I’m using the boundary dev command for all my tests, so I didn’t create any config file for the workers and controllers and this is the command I’m using to start the environment:

sudo boundary dev -controller-public-cluster-address=0.0.0.0 -host-address=0.0.0.0 -api-listen-address=0.0.0.0 -proxy-listen-address=XX.XXX.XX.XXX -worker-public-address=0.0.0.0 -login-name=jenkins -password=teste123 &

On the proxy-listen-address I’m passing the private ip of the boundary instance, and I’m using 0.0.0.0 on the other parameter 'cause I saw in some article here that doing that I’d be able to connect to boundary GUI from my local machine, which works fine.

The only change I made to generate objects from boundary dev, is that on the generated host I replaced the default 0.0.0.0 with the internal IP address of the jenkins instance.

That said, I’m currently able to authenticate on boundary from my local machine

But when I try to connect to the target, I get the following error

I’ve been stuck on this for a while now, did a lot of research here and other forums that Google brought me to get to this point but now I can’t figure this one out, so I’d appreciate some help

There are a bunch of different purposes for those address flags, and not all will work with 0.0.0.0.

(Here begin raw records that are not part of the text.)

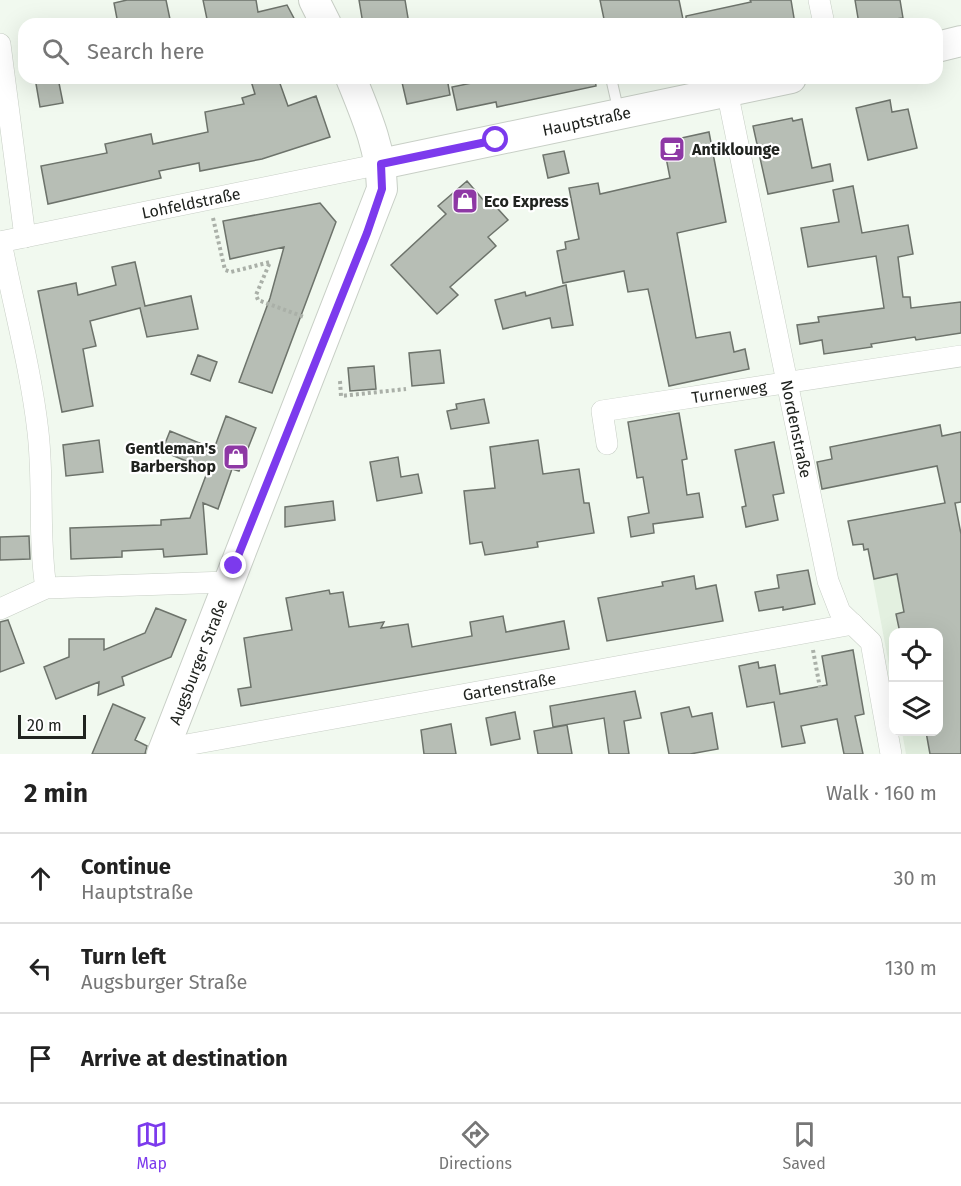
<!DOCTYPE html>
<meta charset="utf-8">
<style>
:root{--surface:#fff;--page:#f2f2f2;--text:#222;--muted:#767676;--line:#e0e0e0;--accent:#7c3aed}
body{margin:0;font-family:"Fira Sans",sans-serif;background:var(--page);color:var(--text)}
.controls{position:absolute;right:18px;bottom:18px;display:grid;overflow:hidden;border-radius:12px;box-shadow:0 6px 24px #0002}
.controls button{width:54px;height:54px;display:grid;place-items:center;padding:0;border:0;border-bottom:2px solid var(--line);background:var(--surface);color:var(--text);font:30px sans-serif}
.scale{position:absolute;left:18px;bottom:15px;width:68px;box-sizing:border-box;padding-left:6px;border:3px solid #20231f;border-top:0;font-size:16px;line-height:21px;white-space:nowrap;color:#20231f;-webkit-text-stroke:4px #fff;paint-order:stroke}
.stop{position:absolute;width:18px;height:18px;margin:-14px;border:4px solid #7c3aed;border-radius:50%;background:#fff}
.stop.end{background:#7c3aed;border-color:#fff;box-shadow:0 2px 6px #0008}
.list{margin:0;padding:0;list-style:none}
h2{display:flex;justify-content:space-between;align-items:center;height:78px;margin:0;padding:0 24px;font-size:26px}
h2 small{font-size:20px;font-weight:400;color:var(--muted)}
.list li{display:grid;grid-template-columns:39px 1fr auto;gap:18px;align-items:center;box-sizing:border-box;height:90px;padding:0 24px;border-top:2px solid var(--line)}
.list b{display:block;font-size:22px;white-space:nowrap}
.list p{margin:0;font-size:20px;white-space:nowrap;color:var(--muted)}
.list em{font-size:20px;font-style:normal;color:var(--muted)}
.icon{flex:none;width:33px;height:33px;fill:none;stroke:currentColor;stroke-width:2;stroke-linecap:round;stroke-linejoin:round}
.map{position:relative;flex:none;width:961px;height:754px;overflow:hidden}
.search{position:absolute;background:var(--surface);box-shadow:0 6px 24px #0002;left:18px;right:18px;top:18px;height:66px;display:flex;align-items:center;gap:15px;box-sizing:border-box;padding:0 21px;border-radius:18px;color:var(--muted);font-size:22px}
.sheet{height:348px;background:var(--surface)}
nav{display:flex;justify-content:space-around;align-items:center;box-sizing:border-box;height:84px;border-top:2px solid var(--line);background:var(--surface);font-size:16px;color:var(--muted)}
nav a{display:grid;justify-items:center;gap:3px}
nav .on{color:var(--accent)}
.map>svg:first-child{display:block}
.built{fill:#e3f0e0}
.building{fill:#b7beb5;stroke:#6d736b;stroke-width:1.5}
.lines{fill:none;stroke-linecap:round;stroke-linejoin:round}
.lane-casing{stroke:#c8cfc6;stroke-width:12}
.street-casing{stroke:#c8cfc6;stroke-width:22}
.secondary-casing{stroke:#c8cfc6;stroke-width:32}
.path{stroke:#aab0a8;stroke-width:4;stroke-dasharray:3 3;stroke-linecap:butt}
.lane{stroke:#fff;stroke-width:10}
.street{stroke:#fff;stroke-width:21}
.secondary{stroke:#fff;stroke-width:30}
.route{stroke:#7c3aed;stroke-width:8}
.labels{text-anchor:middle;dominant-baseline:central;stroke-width:4.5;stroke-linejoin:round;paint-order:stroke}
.street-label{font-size:16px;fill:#20231f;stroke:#fff}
.poi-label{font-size:16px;font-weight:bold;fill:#20231f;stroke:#fff;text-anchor:start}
</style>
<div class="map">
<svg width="961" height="754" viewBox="0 0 961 754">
<rect width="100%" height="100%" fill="#f1f9ef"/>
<path class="built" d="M961 542V754H906L902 732H938V632H894L893 686 869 559Z"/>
<path class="building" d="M127 0H166L171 24H118L114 3Z
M203 0H256L258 12 287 5 297 24H208Z
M359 0H405L409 24H363Z
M600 0H679L684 24H605Z
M750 0H791L795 24H686V16L751 2Z
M855 0H900L903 18 859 24Z
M35 78H58L63 103 40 107Z
M260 78H278L288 106 316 96 330 137 262 159 200 171 199 163 159 171 161 178 48 204 41 166 107 153 105 144 151 134 153 144 208 132 205 112 244 104 242 98 255 94 251 81Z
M401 78H447L450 95 407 104Z
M496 78H595L596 86 497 107 496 102 457 110 452 87Z
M890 100 892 112 908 109 917 148 868 160 856 108Z
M792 118 793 121 802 119 812 168 830 164 833 181 768 194 753 126Z
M709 132 726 222 677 233 696 338 730 332 734 352 745 349 749 369 669 386 648 289 628 292 624 271 563 283 557 251 566 249 565 242 579 239 569 188 598 183 600 194 670 178 663 142Z
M564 151 569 173 548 178 543 155Z
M467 181 485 202 488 198 508 220 488 237 496 246 450 287 458 295 437 314 391 265 446 214 438 206Z
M853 186 862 233 908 225 913 254 898 257 903 297H910L911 308 961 302V333L916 340 915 337 871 344 872 347 824 354 822 340 800 344 797 325 819 322 818 317 884 308 876 256 808 267 801 228 839 222 833 190Z
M320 203 336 222 272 393 239 382 270 298 284 247 230 259 223 221Z
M135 262 145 306 191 296 198 329 147 337 140 308 90 321 96 346 83 349 93 406 62 412 38 291 76 283 78 295 116 285 112 267Z
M566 285 573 325 552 328 550 318 503 329 495 300 525 292 526 296Z
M440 350 444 383 412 386 409 353Z
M198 355 217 362 210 381 191 374Z
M374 366 376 389 350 391 348 368Z
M484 399 489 423 451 429 447 411 457 409 456 404Z
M679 413 687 459 682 460 687 495 699 493 703 517 653 524 654 533 631 537 628 517 649 513 643 477 637 478 628 422Z
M226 416 256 428 239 471 232 469 218 509 203 503 207 554 164 557 163 549 122 551V557L71 559 70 528 161 525V520L190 518 208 470 162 451 170 431 214 449Z
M940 425 942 436 961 432V502L955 503 961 534V754H930L926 732H939V633H900L896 614 904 612 897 574 874 579 868 549 864 550 863 544 853 545 848 521 945 503 937 466 822 489 817 462 832 459 830 447Z
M99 440 103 472 66 476 63 445Z
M538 440 543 474 579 469 584 503H589L594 533 537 542 538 547 485 555 482 542 470 544 464 491 495 488 490 447Z
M774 442 784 493 773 495 778 520 746 527 742 507 746 506 735 450Z
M398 457 401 477 418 474 422 493 377 501 370 462Z
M333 501 335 520 285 527V507Z
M29 536 30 559 0 560V537Z
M808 570 815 604 783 610V607L759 611 755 592 779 588 777 575Z
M694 576 696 589 716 585 723 621 607 641 598 598 663 586 662 582Z
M329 590 330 594 343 592 349 627 384 622 381 628 408 624 412 647 472 636 470 622 503 616 506 632 564 621 569 649 241 706 238 689 251 687 244 638 292 630 286 598Z
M156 608 186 620 171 657 122 677 124 685 98 695 99 682 56 699 44 667 69 657V639H104V650L145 633Z
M8 620 24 663 0 672V622Z
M853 650 864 714 855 716 863 754H844L837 719 801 726 805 743 782 747 774 702 747 707 739 666 758 662 759 668 775 665 780 694 827 685 822 656Z
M635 691 641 718 624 721 629 754H609L604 718 553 727 550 706Z
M113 704 145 718 135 740 147 746 145 754H92Z
M689 707 692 717 712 713 718 749 690 754H669L661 713Z
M515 712 520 739 491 745 486 718Z
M451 724 456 754H424L421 730Z
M567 725 572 754H538L534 731Z"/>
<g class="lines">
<g class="lane-casing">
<path id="lane" d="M611 78 619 113"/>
</g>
<g class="street-casing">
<g id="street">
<path d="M819 0 824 24"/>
<path d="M0 44 25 237"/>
<path id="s1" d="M727 91 828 581 840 612 871 642 891 754"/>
<path id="s2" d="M0 242 381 164"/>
<path d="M1 242C13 304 31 369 38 432 44 484 38 537 46 588"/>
<path id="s3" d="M607 444 602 411 961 356"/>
<path d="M0 609 46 588 228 582"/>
<path id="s4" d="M164 749 853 624"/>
</g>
</g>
<g class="secondary-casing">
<g id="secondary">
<path d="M314 0 326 24"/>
<path d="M937 47 961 41"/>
<path id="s5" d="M381 164 791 78"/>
<path id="s6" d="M162 754 382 189C381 149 366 115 351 78"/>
</g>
</g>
<path class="path" d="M213 218 225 270 231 272 270 262 256 295 258 300 304 317
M340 381 341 396 406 389
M813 650 820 688"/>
<use href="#lane" class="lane"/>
<use href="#street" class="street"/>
<use href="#secondary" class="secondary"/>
</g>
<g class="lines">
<path class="route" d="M234 566 367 233 382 189 381 164 496 140"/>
</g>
<defs>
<g id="cafe-square" transform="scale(1.35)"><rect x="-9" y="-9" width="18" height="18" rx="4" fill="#8e38a5" stroke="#fff"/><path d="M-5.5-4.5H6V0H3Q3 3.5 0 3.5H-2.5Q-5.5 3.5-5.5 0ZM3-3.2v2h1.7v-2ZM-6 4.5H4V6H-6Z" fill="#fff"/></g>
<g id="shop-square" transform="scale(1.35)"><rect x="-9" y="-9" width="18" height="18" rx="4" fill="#8e38a5" stroke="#fff"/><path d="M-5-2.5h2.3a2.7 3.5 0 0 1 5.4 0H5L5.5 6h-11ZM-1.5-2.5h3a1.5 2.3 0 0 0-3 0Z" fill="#fff"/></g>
</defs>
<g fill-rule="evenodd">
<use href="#cafe-square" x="672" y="149"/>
<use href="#shop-square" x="465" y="201"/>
<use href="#shop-square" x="236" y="457"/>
</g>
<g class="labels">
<g class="street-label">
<text stroke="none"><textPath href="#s5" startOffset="210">Hauptstraße</textPath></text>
<text stroke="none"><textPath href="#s2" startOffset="195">Lohfeldstraße</textPath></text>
<text stroke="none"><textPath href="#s3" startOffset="162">Turnerweg</textPath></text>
<text stroke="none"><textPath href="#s1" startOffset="345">Nordenstraße</textPath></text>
<text stroke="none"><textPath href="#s6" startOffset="99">Augsburger Straße</textPath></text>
<text stroke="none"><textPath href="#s4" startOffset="351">Gartenstraße</textPath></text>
</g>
<g class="poi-label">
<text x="692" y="149">Antiklounge</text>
<text x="484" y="201">Eco Express</text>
<text x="216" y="448" text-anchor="end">Gentleman's<tspan x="216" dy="18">Barbershop</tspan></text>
</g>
</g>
</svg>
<div class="controls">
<button><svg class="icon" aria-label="locate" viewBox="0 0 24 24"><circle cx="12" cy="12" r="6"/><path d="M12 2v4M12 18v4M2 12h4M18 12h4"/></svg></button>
<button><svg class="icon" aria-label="layers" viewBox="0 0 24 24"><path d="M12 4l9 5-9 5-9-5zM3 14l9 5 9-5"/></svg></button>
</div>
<div class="scale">20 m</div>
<div class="stop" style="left:496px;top:140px"></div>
<div class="stop end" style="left:234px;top:566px"></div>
<div class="search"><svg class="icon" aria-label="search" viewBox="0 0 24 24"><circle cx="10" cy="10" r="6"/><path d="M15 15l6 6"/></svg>Search here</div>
</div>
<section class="sheet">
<h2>2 min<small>Walk · 160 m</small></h2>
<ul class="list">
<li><svg class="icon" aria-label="ahead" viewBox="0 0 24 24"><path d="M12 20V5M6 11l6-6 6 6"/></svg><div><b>Continue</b><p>Hauptstraße</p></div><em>30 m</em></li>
<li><svg class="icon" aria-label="left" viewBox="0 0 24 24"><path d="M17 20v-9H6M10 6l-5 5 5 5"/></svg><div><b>Turn left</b><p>Augsburger Straße</p></div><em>130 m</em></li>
<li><svg class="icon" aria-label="arrive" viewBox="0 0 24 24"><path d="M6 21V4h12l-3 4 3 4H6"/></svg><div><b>Arrive at destination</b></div></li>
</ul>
</section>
<nav>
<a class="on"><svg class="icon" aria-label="map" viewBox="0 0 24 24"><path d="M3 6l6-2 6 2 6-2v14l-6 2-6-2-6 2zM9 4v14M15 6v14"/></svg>Map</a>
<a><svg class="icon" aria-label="directions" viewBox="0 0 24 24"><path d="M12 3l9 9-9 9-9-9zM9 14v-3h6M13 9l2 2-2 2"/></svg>Directions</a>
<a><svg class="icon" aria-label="saved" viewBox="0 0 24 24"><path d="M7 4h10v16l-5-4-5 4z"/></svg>Saved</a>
</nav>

-api-listen-address and -proxy-listen-address are fine as 0.0.0.0 – in that context it means “listen on all interfaces”. (If you don’t want it to do that, use a specific interface IP there and it will bind only to that IP, which I see you’re doing for the proxy address already.)

-controller-public-cluster-address shouldn’t be 0.0.0.0. That’s the IP that will be advertised to workers for that controller on their initial connection. This may seem a little redundant in a single-controller environment but if you set the listen address to something the workers won’t be able to connect to (like 0.0.0.0 or an IP on a subnet they can’t connect to), you’ll need to set this as well.

-worker-public-address has basically the same purpose and requirements as -controller-public-cluster-address, but instead of advertising controllers to workers it’s the worker address that will be passed to clients to connect. Just as the controller public cluster address defaults to the API listen address, this defaults to the value of the proxy-listen-address.

Lastly, -host-address sets the IP of the default target created by boundary database init. That defaults to localhost (127.0.0.1) but in your case it sounds like you should set it to the private IP of your Jenkins host.